Another variation on my dad’s technique replaces the sour cream with mayo (or Vegenaise, if you nasty). These creamy fish chunks are splendid wrapped in nori.

Whatever the nature of your replacement fat, you can use these rich chunks of ocean in sandwiches, or on little crackers with a piece of greenery, perhaps. In addition, the mayo’d version happens to be spectacular in our advanced recipe:

Ski symbol More DifficultDeep fried

Aside from wrapping it in bacon, the surefire way to make something awesome is to deep-fry it.

Acidic and sweet on the inside, crusty and rich on the outside, the taste of deep-fried pickled herring is so complete that it doesn’t require dipping in any sauce. It tastes, in fact, like it has tartar sauce built in — especially if you’re deep-frying mayo’d or creamed pickled herring.

Pat dry some pickled herring and prepare a three-station fish-coating assembly: a bowl of flour, seasoned with black pepper and garlic powder; a bowl of egg, beaten with a splash of milk; a bowl of breadcrumbs or panko flakes.

Dredge the herring pieces in the seasoned flour to make the egg stick. Dredge it in the egg wash to make the breadcrumbs stick. Then roll it in the breadcrumbs. (Note: Do not attempt to skip any of these steps if using mayo’d herring. The breading will not stick if you roll the creamy chunks in breadcrumbs without the egg and flour.)

Heat enough oil to submerge the pieces, to just below 375 degrees. If you have to wing it without a thermometer, the oil should be hot enough that a drop of water splatters, but not so hot that the oil smokes.

Deep fry until golden brown, then remove the pieces and allow them to drain. Take the leftover onions from the brine, along with any little herring bits floating around, and put them through the breading gauntlet. Pat them into fritters, or separate them into fishy onion rings, and fry.


Where I shop, it’s possible to get pickled herring by the pound from a big bowl on ice behind the fish counter. It’s not fancy, even by pickled herring standards — just herring in clear brine with onions and a few allspice seeds. The fish guy will drain the brine from my container before weighing it, so I’m only paying for fish, which is cool as long as I eat it right away, which I do.

Most importantly, the herring is firm and chewy, not soft, and the skin is almost completely stripped off, a sign that the fish was fresh when pickled.
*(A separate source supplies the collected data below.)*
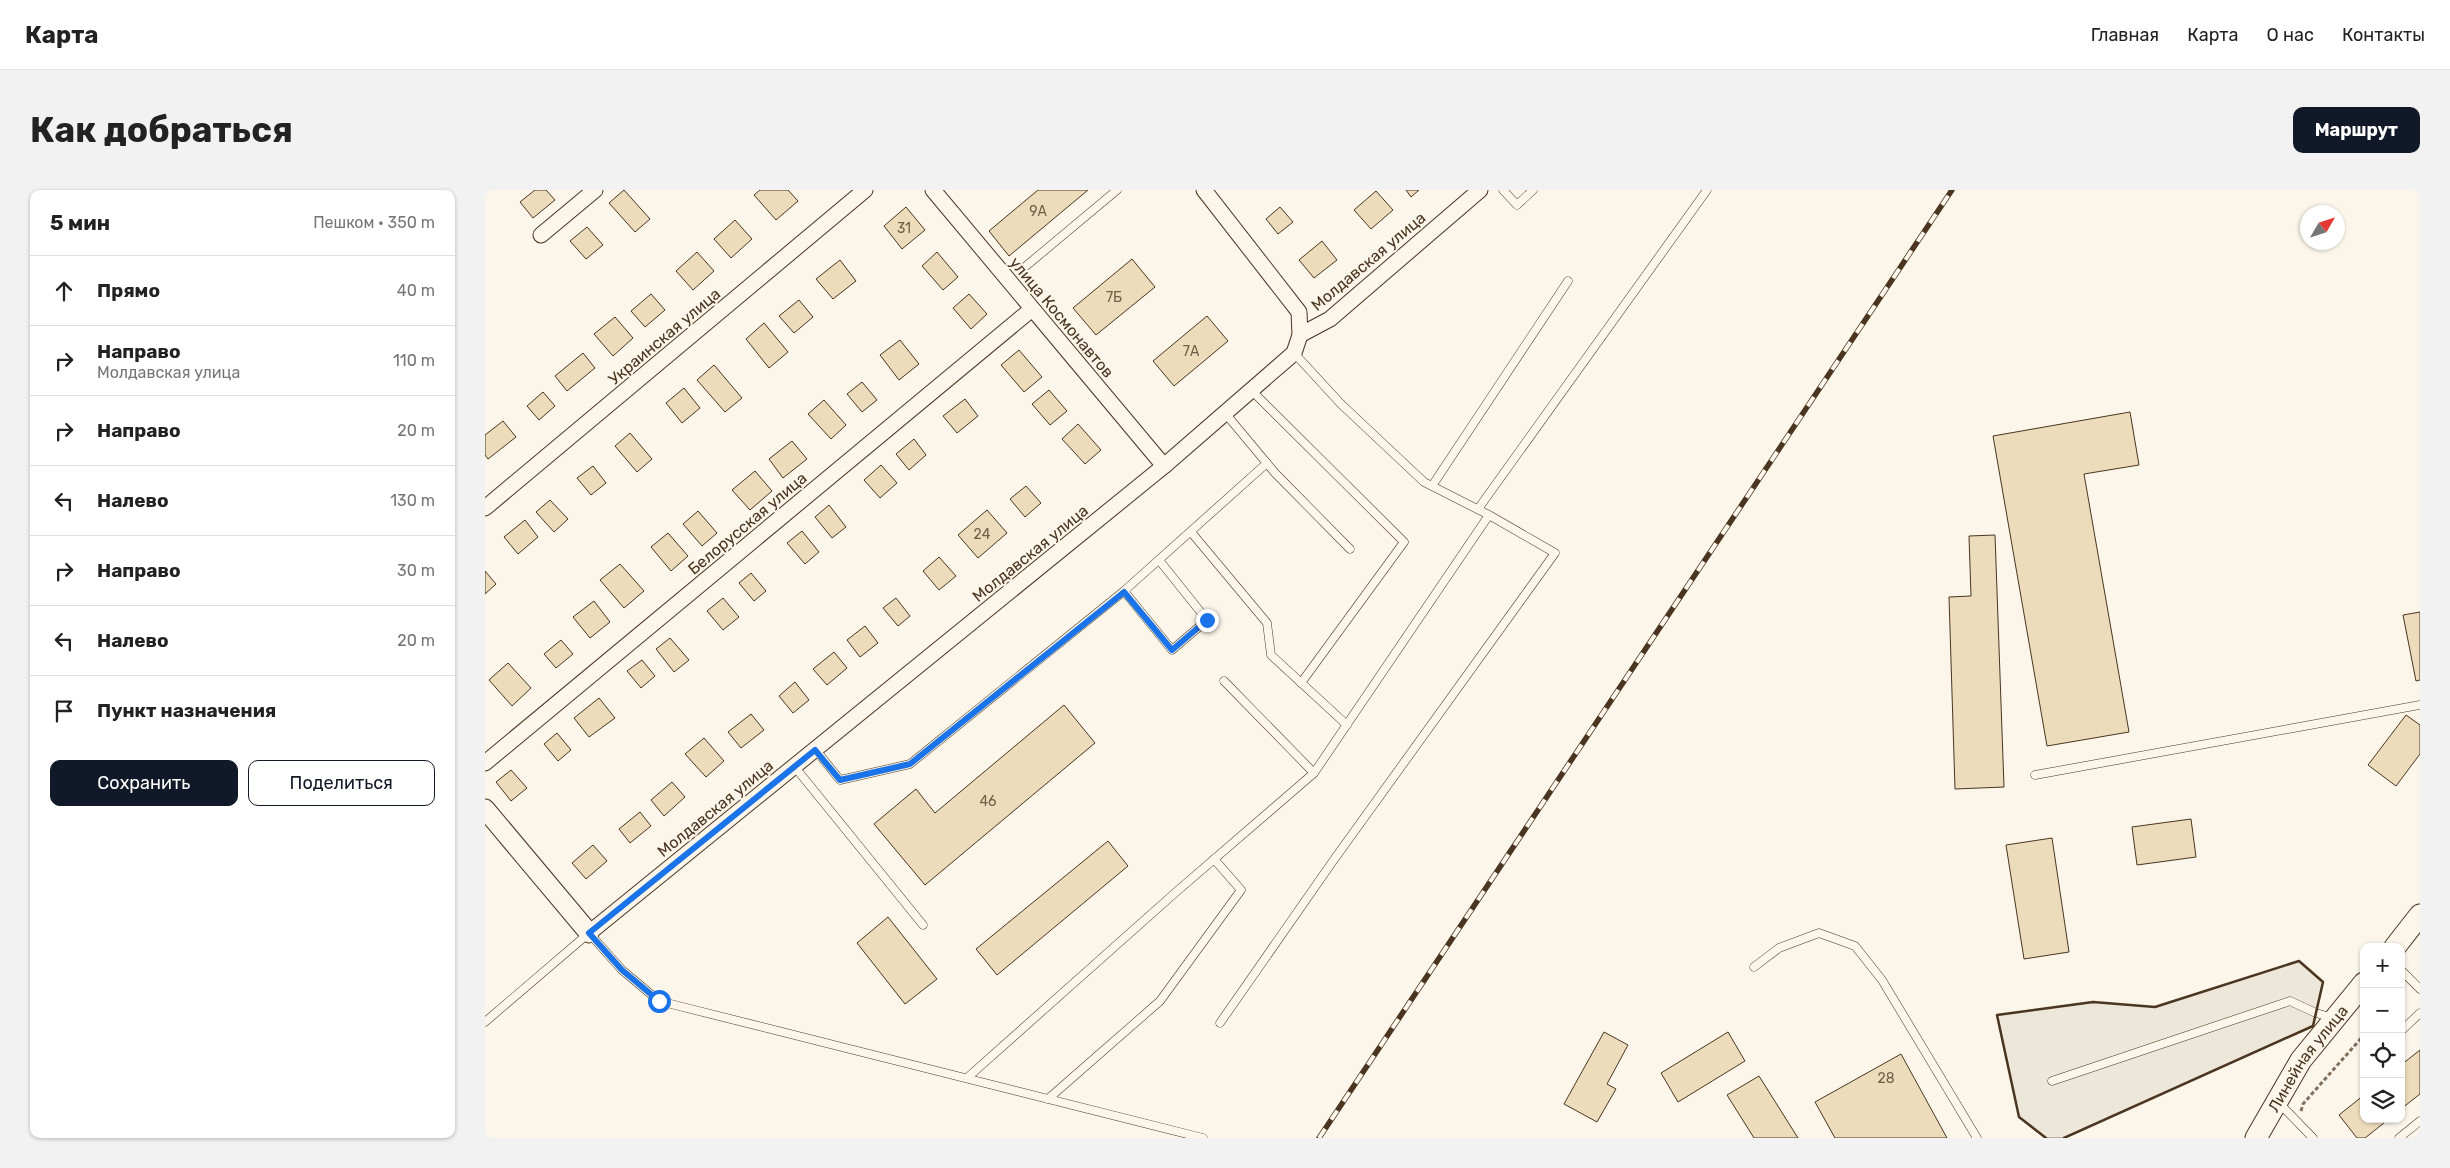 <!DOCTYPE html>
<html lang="ru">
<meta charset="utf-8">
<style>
body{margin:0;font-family:Rubik,sans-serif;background:#f2f2f2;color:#222}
.controls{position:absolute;right:15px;bottom:15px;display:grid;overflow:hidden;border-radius:10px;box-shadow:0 1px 4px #0004}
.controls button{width:45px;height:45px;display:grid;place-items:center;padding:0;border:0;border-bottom:1px solid #e0e0e0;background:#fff;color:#222;font:25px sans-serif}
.compass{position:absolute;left:1815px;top:15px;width:45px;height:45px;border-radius:50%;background:#fff;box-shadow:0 1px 4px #0004;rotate:51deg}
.stop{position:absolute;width:15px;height:15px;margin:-11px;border:4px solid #1a73e8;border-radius:50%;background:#fff}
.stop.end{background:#1a73e8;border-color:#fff;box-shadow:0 1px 5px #0008}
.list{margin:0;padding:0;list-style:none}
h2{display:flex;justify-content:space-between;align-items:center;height:65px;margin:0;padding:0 20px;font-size:21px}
h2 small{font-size:16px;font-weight:400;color:#767676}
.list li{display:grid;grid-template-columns:32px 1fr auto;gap:15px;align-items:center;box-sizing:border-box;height:70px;padding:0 20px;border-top:1px solid #e0e0e0}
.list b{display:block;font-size:19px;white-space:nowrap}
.list p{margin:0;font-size:16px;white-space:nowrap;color:#767676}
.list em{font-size:16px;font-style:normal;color:#767676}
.actions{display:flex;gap:10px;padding:15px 20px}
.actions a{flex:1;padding:11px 0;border:1px solid #111827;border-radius:10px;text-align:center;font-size:18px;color:#111827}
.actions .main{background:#111827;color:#fff}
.icon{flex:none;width:28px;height:28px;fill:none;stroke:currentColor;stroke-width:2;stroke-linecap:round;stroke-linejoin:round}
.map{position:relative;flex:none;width:1935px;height:948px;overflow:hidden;border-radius:10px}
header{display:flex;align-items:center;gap:30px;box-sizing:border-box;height:70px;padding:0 25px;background:#fff;border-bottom:1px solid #e0e0e0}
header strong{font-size:24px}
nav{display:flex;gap:28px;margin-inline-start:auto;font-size:18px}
.intro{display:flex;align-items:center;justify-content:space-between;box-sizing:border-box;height:120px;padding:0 30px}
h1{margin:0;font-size:35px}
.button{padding:12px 22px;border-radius:10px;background:#111827;color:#fff;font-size:18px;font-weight:700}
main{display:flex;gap:30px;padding:0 30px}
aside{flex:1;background:#fff;border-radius:10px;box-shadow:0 1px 4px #0004}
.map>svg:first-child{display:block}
</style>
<header>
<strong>Карта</strong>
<nav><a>Главная</a><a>Карта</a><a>О нас</a><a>Контакты</a></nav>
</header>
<div class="intro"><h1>Как добраться</h1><a class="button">Маршрут</a></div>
<main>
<aside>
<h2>5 мин<small>Пешком · 350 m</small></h2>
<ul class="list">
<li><svg class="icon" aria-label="ahead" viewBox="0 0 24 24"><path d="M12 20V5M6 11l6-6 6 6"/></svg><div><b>Прямо</b></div><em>40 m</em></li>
<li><svg class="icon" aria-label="right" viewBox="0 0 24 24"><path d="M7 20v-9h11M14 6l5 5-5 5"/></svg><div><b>Направо</b><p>Молдавская улица</p></div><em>110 m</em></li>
<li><svg class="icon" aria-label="right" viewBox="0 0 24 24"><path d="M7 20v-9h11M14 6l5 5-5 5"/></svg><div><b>Направо</b></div><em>20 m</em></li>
<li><svg class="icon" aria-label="left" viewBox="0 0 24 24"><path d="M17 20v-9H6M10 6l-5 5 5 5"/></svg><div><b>Налево</b></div><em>130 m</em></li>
<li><svg class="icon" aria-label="right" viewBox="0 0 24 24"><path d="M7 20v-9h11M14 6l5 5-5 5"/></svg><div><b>Направо</b></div><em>30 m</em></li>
<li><svg class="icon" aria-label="left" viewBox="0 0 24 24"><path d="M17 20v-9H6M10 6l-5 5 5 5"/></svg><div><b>Налево</b></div><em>20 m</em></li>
<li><svg class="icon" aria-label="arrive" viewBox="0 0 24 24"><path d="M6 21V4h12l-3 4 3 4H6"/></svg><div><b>Пункт назначения</b></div></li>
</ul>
<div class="actions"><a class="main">Сохранить</a><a>Поделиться</a></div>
</aside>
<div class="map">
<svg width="1935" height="948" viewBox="0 0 1935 948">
<rect width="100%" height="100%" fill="#fbf6e9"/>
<polygon fill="#ede7d9" stroke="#887966" points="1814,771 1838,792 1828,836 1579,948 1561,948 1534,927 1512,825 1608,812 1670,817"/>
<g fill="#ecdcbc" stroke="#4a3520">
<polygon points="50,0 61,0 70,10 48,28 35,12"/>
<polygon points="139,0 165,29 150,42 124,13"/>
<polygon points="275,0 303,0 313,11 291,30 269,5"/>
<polygon points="553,0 603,0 524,66 504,41"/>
<polygon points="921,0 934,0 926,7"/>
<polygon points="891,1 908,20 886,39 869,20"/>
<polygon points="421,17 440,40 417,59 399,36"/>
<polygon points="795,17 808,32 793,44 781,29"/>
<polygon points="250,30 267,49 246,68 229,49"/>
<polygon points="102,37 118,55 101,69 85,51"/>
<polygon points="837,51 852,70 829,88 814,70"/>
<polygon points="212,62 229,81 208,100 191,81"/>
<polygon points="452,62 473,87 458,100 437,76"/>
<polygon points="647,69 670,97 611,145 588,118"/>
<polygon points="355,70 371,91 348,109 331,89"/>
<polygon points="166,104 180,120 160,137 146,121"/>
<polygon points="484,104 502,124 486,139 468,118"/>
<polygon points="314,110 328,127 309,143 294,126"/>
<polygon points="722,126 743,151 689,196 668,171"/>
<polygon points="130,127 148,148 128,166 109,144"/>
<polygon points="279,133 303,162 284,178 261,149"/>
<polygon points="415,150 434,174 414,190 395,165"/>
<polygon points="534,160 557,187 539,202 516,175"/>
<polygon points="98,163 110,178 82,201 70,186"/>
<polygon points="229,175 257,208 240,222 212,190"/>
<polygon points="377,192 392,210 377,222 362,204"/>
<polygon points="199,198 215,218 197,233 181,213"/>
<polygon points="564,200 582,221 565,235 547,214"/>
<polygon points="58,202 70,216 54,230 42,216"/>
<polygon points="480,209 493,226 472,243 458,226"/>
<polygon points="339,210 361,235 346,249 323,224"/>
<polygon points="1645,222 1654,275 1599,284 1644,542 1562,556 1508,246"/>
<polygon points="18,231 31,247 3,269 0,265 0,245"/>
<polygon points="593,234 616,260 600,274 577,249"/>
<polygon points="145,243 167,269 152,282 130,256"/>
<polygon points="429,249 441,265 424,280 411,264"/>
<polygon points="307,251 322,269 298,288 284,269"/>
<polygon points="396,275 412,293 395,308 379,290"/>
<polygon points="108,276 121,293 106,305 92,288"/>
<polygon points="270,281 287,301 265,320 247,300"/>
<polygon points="541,296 556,313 540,327 525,309"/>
<polygon points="65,310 83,329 69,342 51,322"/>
<polygon points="344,315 361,337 347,348 330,327"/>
<polygon points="502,320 522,343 493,368 473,345"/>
<polygon points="213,321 232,343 217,356 198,334"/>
<polygon points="40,330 53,347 33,364 19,347"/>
<polygon points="317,341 334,362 320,374 302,353"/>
<polygon points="183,343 203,366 186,381 166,357"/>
<polygon points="1510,345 1519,597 1470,599 1464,407 1486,406 1484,346"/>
<polygon points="454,367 471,386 454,400 438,381"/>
<polygon points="135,374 159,401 139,418 115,390"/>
<polygon points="0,381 11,394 0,404"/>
<polygon points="266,383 281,401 269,411 254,393"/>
<polygon points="238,408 254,427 238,440 222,421"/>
<polygon points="411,408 425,426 413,436 398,418"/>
<polygon points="109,411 125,432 105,448 88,427"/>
<polygon points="1935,422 1935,490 1931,491 1918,425"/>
<polygon points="380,436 393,453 375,467 362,450"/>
<polygon points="185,448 204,470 189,482 171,459"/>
<polygon points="76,450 88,464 71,478 59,464"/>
<polygon points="349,462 362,478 342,495 328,479"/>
<polygon points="157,470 170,486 156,498 142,481"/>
<polygon points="23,473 46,498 27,516 4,490"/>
<polygon points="310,492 324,510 308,523 294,506"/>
<polygon points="114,508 130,528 104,547 89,528"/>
<polygon points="579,515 610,553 440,695 389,634 431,599 450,623"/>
<polygon points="266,524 279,540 256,558 243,542"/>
<polygon points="1921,525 1935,535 1935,564 1911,596 1883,575"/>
<polygon points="72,543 86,560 73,571 59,554"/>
<polygon points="219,548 239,571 221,587 200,564"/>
<polygon points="26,580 42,598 26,611 11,592"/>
<polygon points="187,592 200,607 179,626 166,610"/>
<polygon points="155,622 166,636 145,653 134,639"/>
<polygon points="1706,629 1711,667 1652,675 1647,637"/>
<polygon points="1567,648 1584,762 1539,769 1521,655"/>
<polygon points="623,651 643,676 512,785 491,759"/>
<polygon points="108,655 122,671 101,689 87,673"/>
<polygon points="403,727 452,789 420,814 372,753"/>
<polygon points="1119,842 1143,855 1122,894 1131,899 1112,932 1079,914"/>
<polygon points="1243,842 1260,871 1193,912 1176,883"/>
<polygon points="1935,860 1935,904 1916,919 1916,875"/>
<polygon points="1416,864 1462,948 1350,948 1330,912"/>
<polygon points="1274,886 1313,948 1269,948 1242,905"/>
<polygon points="1879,905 1879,929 1904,929 1880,948 1872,948 1854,925"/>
</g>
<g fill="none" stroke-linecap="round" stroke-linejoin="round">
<defs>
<g id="service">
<polyline points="1018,0 1032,15 1048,0"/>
<polyline points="541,76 632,0"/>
<polyline points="766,200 919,352 816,493"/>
<polyline points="740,223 790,283 865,359"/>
<polyline points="947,296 1083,91"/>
<polyline points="993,319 1222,0"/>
<polyline points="706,342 782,433 786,465 862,535"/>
<polyline points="639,401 687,460 722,430 674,370"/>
<polyline points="739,491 829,583"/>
<polyline points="330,559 355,590 425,574 639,401 782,273"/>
<polyline points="309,576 438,735"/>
<polyline points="1550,585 1935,515"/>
<polyline points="1269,777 1294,758 1334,743 1370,756 1397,790 1492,948"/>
<polyline points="1916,780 1935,799"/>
<polyline points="0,832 104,743 137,780 174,811 718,948"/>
<polyline points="735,833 848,671 1070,363 1004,325"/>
<polyline points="1916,841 1935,823"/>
<polyline points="482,888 691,702 829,583 1004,325 939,292 856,214 809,163"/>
<polyline points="1567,891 1805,811 1831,823 1848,828"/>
<polyline points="563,909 675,811 756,700 729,669"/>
<polyline points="1793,912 1828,948"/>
<polyline points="1914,948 1935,931"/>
</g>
<g id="minor">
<polyline points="448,0 679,276"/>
<polyline points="719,0 814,122 815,145"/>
<polyline points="56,45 110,0"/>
<polyline points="0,318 380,0"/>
<polyline points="0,573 547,119"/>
<polyline points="104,743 679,276 809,163 815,145 845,129 995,0"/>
</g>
<polyline id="tertiary" points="0,619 104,743"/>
<g id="secondary">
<polyline points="1910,757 1935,725"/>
<path id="s1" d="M 1771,948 L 1816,870 L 1879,793"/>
</g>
</defs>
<use href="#service" stroke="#4a3520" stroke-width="9"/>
<use href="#minor" stroke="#4a3520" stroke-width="17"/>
<use href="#tertiary" stroke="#4a3520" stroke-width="21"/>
<use href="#secondary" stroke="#4a3520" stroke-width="23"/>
<polyline stroke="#7f6f5c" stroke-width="3" stroke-dasharray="4 2.5" stroke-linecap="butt" points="1816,921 1818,914 1879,845"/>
<use href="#service" stroke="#fbf6e9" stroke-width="8"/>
<use href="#minor" stroke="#fbf6e9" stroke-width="15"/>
<use href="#tertiary" stroke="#fbf6e9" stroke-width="19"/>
<use href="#secondary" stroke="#fbf6e9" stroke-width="21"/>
<defs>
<polyline id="rail" points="834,948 1467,0"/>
</defs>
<use href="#rail" stroke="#4a3520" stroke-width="5.5"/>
<use href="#rail" stroke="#fbf6e9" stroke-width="4" stroke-dasharray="11" stroke-linecap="butt"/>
<polyline stroke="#4a3520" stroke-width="2.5" points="1561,948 1534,927 1512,825 1608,812 1670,817 1814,771 1838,792 1828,836 1579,948"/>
</g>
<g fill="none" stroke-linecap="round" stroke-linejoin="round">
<polyline stroke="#1a73e8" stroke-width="6" points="174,811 137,780 104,743 330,560 355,590 425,574 639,402 687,460 722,430"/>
</g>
<g text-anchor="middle" stroke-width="4" stroke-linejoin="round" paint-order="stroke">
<g font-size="14" fill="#725f47">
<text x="553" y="26">9А</text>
<text x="419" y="43">31</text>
<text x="629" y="112">7Б</text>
<text x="706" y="166">7А</text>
<text x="497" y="349">24</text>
<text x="503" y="616">46</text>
<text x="1401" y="893">28</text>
</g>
<g font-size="16" fill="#4a3520" stroke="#fbf6e9">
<text transform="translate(883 71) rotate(-40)" y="6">Молдавская улица</text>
<text transform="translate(577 127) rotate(50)" y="6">улица Космонавтов</text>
<text transform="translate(179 146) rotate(-40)" y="6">Украинская улица</text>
<text transform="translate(262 333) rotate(-40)" y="6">Белорусская улица</text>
<text transform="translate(545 363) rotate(-39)" y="6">Молдавская улица</text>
<text transform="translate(230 618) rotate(-39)" y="6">Молдавская улица</text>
<text dy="6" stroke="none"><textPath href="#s1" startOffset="95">Линейная улица</textPath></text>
</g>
</g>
</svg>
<div class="controls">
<button>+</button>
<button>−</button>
<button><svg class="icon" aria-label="locate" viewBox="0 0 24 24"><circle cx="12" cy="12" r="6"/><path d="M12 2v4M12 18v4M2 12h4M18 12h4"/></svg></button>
<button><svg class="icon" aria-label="layers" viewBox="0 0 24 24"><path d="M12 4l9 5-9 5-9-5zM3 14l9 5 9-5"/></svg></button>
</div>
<svg class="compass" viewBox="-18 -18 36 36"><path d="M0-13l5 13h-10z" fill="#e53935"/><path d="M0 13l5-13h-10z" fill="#767676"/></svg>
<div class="stop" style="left:174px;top:811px"></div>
<div class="stop end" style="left:722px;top:430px"></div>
</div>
</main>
Skin from fresh herring comes right off, while skin from older fish will come off in pieces, some of which will remain attached.

Assuming you find a local source of pickled herring that you can live with, you now have the tools necessary to hit it hard. As well you should. Because as fish go, herring are anything but red herrings. They should be a primary focus of our pescatarian pursuits — rather than the artificially colored pink fish that eat them.